ADR-007 — REQUIRED policy lets the model stall in content state¶

Status: Superseded by ADR-009 (2026-04-23). Kept for historical context — the problem described below is real, but the “accept as documented” response was replaced same-day by a structural fix (bounded content repetition). See ADR-009 for the current behavior.

Context¶

The §10.1 grammar for the REQUIRED policy is:

root ::= sentence (ws sentence)*
sentence ::= content cite-group sent-end
content ::= [^\[.!?]+
sent-end ::= "." | "!" | "?"
cite-group ::= cite-id (ws cite-id)*
cite-id ::= "[" ("1" | "2" | ... | "N") "]"

content is defined as 1+ non-[.!? characters. At every decode step, the grammar lets the model either (a) emit another content character or (b) transition to cite-group by emitting [. There is no upper bound on content length. Well-behaved instruction-tuned models want to end sentences — their probability mass is biased toward ., !, ?, and brackets once content runs long enough. Small models (≤1B params) often aren’t: they happily continue prose indefinitely, never emitting [ until they hit max_new_tokens — at which point generation truncates mid-sentence with zero cite markers.

We observed this on Qwen 2.5 0.5B Instruct on CPU during the P6 benchmark: REQUIRED output at max_new_tokens=200 contained zero [N] markers. The grammar was valid, xgrammar was masking correctly, but the model never transitioned out of content state.

Options considered:

Bounded repetition (content ::= char{1,60}) — unsupported in vanilla GBNF. llama.cpp’s extension supports it; xgrammar doesn’t yet.
Force progression via interleaved mandatory markers — e.g. insert a mandatory content cite-group pair every N characters. Breaks the natural prose flow and makes the grammar model-aware.
Logit-bias the [ token upward after some content length — cross- cutting hack that conflates backend plumbing with grammar semantics.
Accept as documented behavior — ship REQUIRED with a clear note that it requires a model big enough to want to close sentences, and recommend AUTO + prompt pressure for small models.

Decision¶

Accept as documented. The REQUIRED policy is correct-by-construction — if the model emits a citation, it’s in-range, and every completed sentence has one.
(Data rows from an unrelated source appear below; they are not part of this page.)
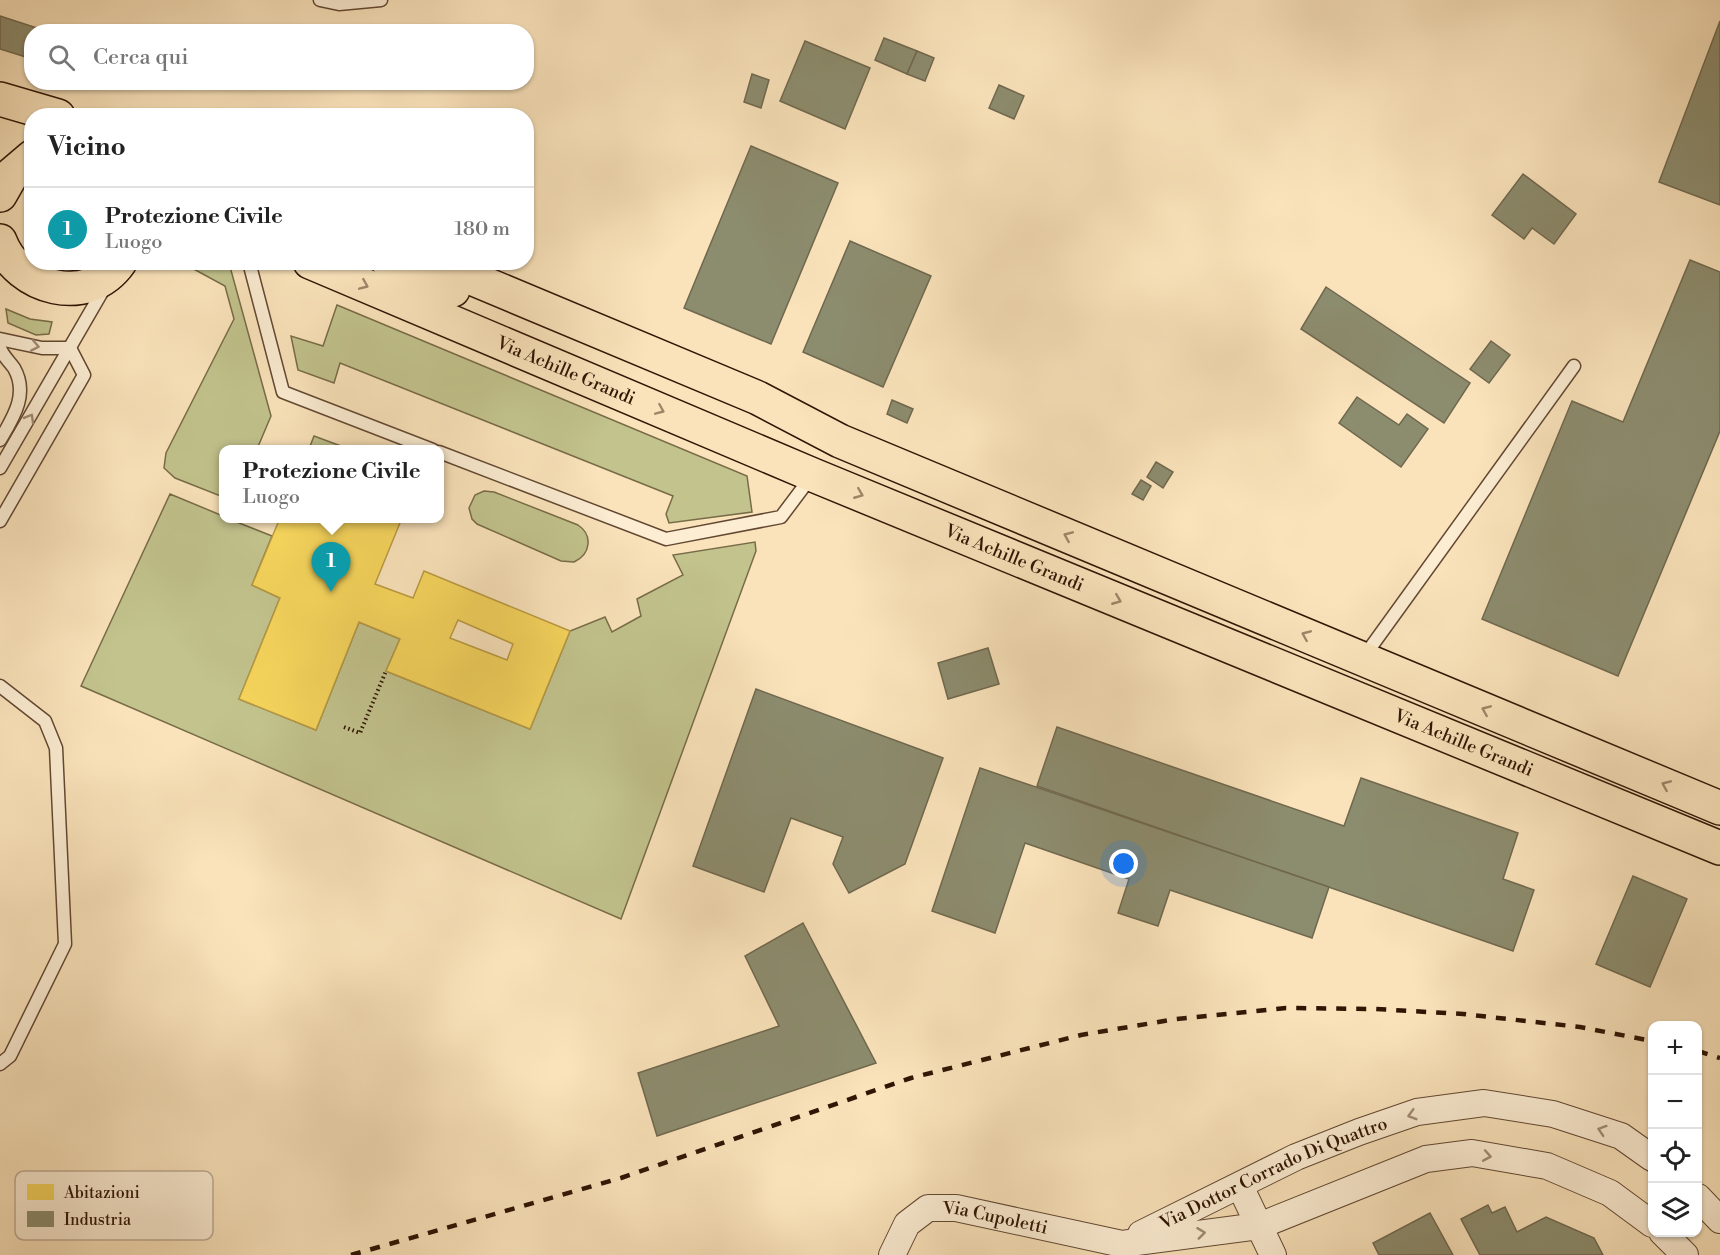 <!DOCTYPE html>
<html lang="it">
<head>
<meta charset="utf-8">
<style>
  :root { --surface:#fff; --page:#f6f6f6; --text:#222; --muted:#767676; --line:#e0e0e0; --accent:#d93025 }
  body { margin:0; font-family:"Libre Bodoni",serif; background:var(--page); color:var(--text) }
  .controls { position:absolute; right:18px; bottom:18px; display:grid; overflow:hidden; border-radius:12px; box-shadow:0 2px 4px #0004 }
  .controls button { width:54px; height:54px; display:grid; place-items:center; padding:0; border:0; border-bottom:2px solid var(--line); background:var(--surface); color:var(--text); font:30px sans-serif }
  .you { position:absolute; left:1124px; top:864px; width:21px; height:21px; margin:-15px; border:4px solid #fff; border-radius:50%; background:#1a73e8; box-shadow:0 0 0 9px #1a73e833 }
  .badge { display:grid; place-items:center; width:39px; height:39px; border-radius:50%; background:var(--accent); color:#fff; font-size:20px; font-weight:700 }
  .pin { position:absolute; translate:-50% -50px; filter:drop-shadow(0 2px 3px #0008) }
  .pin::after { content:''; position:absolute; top:32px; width:21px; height:18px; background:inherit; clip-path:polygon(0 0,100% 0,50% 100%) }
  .popup { position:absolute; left:219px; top:445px; width:225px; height:78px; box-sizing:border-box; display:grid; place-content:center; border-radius:12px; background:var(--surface); filter:drop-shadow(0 2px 4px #0005); font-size:20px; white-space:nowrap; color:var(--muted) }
  .popup b { font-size:22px; color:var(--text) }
  .popup::after { content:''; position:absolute; left:50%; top:100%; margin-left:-12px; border:12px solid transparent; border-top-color:var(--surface) }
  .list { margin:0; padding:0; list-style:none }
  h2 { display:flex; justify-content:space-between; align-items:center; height:78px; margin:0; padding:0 24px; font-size:26px }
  h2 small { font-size:20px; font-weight:400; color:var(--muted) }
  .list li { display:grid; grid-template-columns:39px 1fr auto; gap:18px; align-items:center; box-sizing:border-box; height:84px; padding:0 24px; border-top:2px solid var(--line) }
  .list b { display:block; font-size:22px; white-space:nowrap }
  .list p { margin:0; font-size:20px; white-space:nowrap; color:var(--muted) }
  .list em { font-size:20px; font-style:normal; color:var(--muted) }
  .icon { flex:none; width:33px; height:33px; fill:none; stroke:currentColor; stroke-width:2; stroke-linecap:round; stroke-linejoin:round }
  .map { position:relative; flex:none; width:1720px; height:1255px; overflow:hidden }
  .search { position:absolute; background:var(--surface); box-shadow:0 2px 4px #0004; left:24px; top:24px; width:510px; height:66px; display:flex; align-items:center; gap:15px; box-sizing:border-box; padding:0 21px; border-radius:24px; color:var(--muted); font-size:22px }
  .panel { position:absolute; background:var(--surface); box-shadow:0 2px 4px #0004; left:24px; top:108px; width:510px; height:162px; border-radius:24px }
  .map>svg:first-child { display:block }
  .green { fill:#c2c38d; stroke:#786c48; stroke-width:1.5 }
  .homes { fill:#f6d55c; stroke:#ba9b42; stroke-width:1.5; fill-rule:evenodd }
  .industry { fill:#8c8c6e; stroke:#70684e; stroke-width:1.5 }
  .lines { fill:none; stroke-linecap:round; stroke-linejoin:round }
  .service-casing { stroke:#624832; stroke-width:15 }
  .minor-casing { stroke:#624832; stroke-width:28 }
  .primary-casing { stroke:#2f1504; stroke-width:36 }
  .path { stroke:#2f1504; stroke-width:4; stroke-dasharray:1.5 3; stroke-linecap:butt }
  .service { stroke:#fcedd3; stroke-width:12 }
  .minor { stroke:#fcedd3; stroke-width:26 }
  .primary { stroke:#fae3bb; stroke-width:33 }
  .rail { stroke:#2f1504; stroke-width:4.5; stroke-dasharray:10 10; stroke-linecap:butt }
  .oneway { stroke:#9f8669 }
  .oneway2 { stroke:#a08c76 }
  .labels { text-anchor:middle; stroke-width:6; stroke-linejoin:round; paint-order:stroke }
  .street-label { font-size:18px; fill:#2f1504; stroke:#fcedd3 }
  .key { fill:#fcedd3; stroke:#beac95; stroke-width:1.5 }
  .key-label { font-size:16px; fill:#2f1504 }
</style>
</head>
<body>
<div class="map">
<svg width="1720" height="1255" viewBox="0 0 1720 1255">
  <rect width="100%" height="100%" fill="#fae3bb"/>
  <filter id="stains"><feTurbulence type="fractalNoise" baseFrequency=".00333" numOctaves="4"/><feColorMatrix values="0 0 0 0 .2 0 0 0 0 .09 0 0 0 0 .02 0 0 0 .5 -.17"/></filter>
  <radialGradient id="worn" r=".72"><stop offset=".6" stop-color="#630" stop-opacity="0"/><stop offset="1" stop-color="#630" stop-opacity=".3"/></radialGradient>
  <g class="green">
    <polygon points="190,263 229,263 271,416 257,449 223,450 223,497 175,478 164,468 166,453 234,319 225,286 188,266"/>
    <polygon points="337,305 747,476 752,512 669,523 666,514 673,496 340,363 334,383 298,370 291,336 323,346"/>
    <polygon points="6,309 30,319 52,322 49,334 36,335 8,323"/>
    <polygon points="314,436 349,449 309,449"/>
    <path d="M484 491 494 492 578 525C593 535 591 554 574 562L561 561 477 524 472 519 469 508 475 495Z"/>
    <polygon points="170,494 223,516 223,518 229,519 272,536 252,585 280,598 239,699 316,730 359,622 400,639 386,671 530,729 570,631 605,617 612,632 641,616 637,599 683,575 673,555 755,542 756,551 621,919 81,686"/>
  </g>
  <path class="homes" d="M280 518H402L375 584 413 598 424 571 570 631 530 729 386 671 400 639 359 622 316 730 239 699 280 598 252 585ZM458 620 513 644 507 660 450 638Z"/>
  <g class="industry">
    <polygon points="0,16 43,30 32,32 32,59 0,49"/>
    <polygon points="1720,21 1720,205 1659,182"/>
    <polygon points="884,38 917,51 907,74 875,60"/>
    <polygon points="805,41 870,68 845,129 780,101"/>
    <polygon points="917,51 934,58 925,81 907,74"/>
    <polygon points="752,74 769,80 761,108 744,102"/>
    <polygon points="999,85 1024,96 1014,119 989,108"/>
    <polygon points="751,146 838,183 771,344 684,308"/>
    <polygon points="1523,174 1576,214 1554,244 1532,228 1524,239 1492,215"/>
    <polygon points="850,241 931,276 883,387 803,352"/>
    <polygon points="1690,260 1720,272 1720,431 1618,676 1482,619 1572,401 1623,422"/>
    <polygon points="1326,287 1470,383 1444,423 1301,329"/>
    <polygon points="1491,341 1510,355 1489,383 1470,369"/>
    <polygon points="1357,397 1399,425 1407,414 1428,429 1401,467 1339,423"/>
    <polygon points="892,400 913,409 907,423 887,414"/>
    <polygon points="1156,462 1173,472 1163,488 1147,477"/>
    <polygon points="1141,480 1151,486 1143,500 1132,494"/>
    <polygon points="988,648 999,684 948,699 938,663"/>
    <polygon points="756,689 943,758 905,864 849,893 833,864 843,837 791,818 764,892 693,866"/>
    <polygon points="1057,727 1344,826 1361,778 1518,833 1503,879 1534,890 1513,951 1037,786"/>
    <polygon points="980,768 1329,887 1312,938 1170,890 1158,926 1118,913 1129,879 1025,843 995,933 932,911"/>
    <polygon points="1633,876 1687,899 1650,987 1596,964"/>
    <polygon points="803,923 876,1063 657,1136 638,1073 779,1026 745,956"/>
    <polygon points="1488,1205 1492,1213 1505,1207 1517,1232 1546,1217 1594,1238 1603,1255 1480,1255 1461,1219"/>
    <polygon points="1430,1213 1453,1255 1379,1255 1373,1243"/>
  </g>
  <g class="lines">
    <g class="service-casing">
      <g id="service">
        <polyline points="320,0 339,4 381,0"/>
        <polyline points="249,262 283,392 433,450"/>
        <polyline points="0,339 42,348 70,348 84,375 0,521"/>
        <path d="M0 348C3 356 9 361 14 368 29 394 13 418 0 440"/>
        <polyline points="439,452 666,539 781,517 811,477"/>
        <polyline points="0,468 106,285"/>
        <polyline points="1363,658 1574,366"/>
        <polyline points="0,686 45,721 56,748 65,944 10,1056 0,1064"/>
      </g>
    </g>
    <g class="minor-casing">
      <g id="minor">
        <polyline points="1240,1186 1273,1255"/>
        <polyline points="1698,1197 1720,1220"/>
        <polyline points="1662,1232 1685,1255"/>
        <path id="s1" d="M1141 1234 1296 1157 1359 1132 1417 1112 1484 1103 1553 1114 1621 1136 1652 1158"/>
        <path id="s2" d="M892 1255 907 1224 928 1208H956L1122 1244 1259 1226 1426 1159 1472 1153 1547 1166 1610 1193 1652 1224"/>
      </g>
    </g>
    <g class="primary-casing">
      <g id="primary">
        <polyline points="0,99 58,116"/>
        <polyline points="0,195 12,174 32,157"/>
        <path d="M0 241C18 289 88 308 120 262"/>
        <path id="s3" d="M310 262 813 475 1720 848"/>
        <polyline points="388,262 453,290"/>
        <polyline points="433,262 758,398 840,441 1720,808"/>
      </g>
    </g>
    <polyline class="path" points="344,727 360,733 386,671"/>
    <use href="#service" class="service"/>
    <use href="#minor" class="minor"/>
    <use href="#primary" class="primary"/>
    <g class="rail">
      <polyline points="1698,1051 1720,1058"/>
      <polyline points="351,1255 621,1178 911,1078 1081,1035 1176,1019 1286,1008 1376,1009 1463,1014 1580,1027 1652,1041"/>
    </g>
  </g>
  <defs><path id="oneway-chevron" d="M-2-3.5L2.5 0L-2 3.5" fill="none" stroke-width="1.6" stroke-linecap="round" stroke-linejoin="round" transform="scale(1.5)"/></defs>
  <g class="oneway">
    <use href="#oneway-chevron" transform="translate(364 285) rotate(23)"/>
    <use href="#oneway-chevron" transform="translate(660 410) rotate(23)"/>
    <use href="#oneway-chevron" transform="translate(859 494) rotate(22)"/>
    <use href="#oneway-chevron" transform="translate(1068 536) rotate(-157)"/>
    <use href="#oneway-chevron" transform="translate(1117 600) rotate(22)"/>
    <use href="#oneway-chevron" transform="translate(1306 635) rotate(-157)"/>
    <use href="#oneway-chevron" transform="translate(1486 710) rotate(-157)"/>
    <use href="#oneway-chevron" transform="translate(1666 785) rotate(-157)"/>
  </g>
  <g class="oneway2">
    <use href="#oneway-chevron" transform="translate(35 346) rotate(11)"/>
    <use href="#oneway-chevron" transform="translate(30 418) rotate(-60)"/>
    <use href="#oneway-chevron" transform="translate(1412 1115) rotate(164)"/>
    <use href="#oneway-chevron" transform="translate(1602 1130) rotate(-162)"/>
    <use href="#oneway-chevron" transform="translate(1487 1156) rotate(10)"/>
    <use href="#oneway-chevron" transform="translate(1201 1233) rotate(-7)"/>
  </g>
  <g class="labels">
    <g class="street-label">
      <text dy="6" stroke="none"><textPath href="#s3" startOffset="278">Via Achille Grandi</textPath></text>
      <text dy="6" stroke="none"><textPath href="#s3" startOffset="764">Via Achille Grandi</textPath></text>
      <text dy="6" stroke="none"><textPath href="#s3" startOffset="1250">Via Achille Grandi</textPath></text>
      <text dy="6" stroke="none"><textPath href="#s1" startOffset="146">Via Dottor Corrado Di Quattro</textPath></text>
      <text dy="6" stroke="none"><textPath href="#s2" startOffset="129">Via Cupoletti</textPath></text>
    </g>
  </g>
  <rect x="15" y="1171" width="198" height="69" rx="9" class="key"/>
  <rect x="27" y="1184" width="27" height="16" fill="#f6d55c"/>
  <rect x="27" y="1211" width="27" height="16" fill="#8c8c6e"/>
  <g class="key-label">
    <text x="64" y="1198">Abitazioni</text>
    <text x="64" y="1225">Industria</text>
  </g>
  <rect width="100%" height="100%" filter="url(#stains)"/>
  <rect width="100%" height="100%" fill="url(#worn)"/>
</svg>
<div class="controls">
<button>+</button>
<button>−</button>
<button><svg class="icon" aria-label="locate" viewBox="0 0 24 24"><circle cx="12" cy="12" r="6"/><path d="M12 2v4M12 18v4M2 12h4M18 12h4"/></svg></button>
<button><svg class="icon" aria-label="layers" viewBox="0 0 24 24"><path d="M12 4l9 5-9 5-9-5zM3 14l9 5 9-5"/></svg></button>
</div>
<div class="you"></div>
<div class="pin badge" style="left:331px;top:592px;background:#0f9aa8">1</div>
<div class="popup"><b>Protezione Civile</b>Luogo</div>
<div class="search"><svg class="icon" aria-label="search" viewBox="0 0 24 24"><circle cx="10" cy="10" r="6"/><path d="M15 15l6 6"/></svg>Cerca qui</div>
<section class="panel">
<h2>Vicino<small></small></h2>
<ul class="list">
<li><span class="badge" style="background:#0f9aa8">1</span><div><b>Protezione Civile</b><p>Luogo</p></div><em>180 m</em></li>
</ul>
</section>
</div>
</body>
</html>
The gap is in progression: the grammar doesn’t guarantee the model will complete any sentence before hitting max_new_tokens.

The guarantee stands: no fabricated citations under any policy.
The AUTO policy is fine for small models + citation-dense prompts.
The REQUIRED policy is useful for larger models (≥3B params) where sentence closure is a strong prior.

Document this in:

docs/guarantees.md — the “what’s not guaranteed” section.
The REQUIRED policy docstring in src/citeformer/core.py.
The demo benchmark’s comments — benchmarks/demo.py uses AUTO with a note pointing here.

Consequences¶

Users hitting this on a small model either (a) switch to AUTO and push on the prompt, or (b) increase max_new_tokens and hope the model eventually closes.
A future v0.2+ revision could implement bounded-content enforcement by compiling to XGrammar’s lower-level API and injecting a length guard — revisit when we have demand.
The integration tests use small models and must pass under AUTO or generate enough tokens to stabilise. The HFBackend integration tests (tests/integration/test_hf_backend.py) already use modest generation budgets and don’t assert citations land — only that when they do, they’re in range. No test changes needed.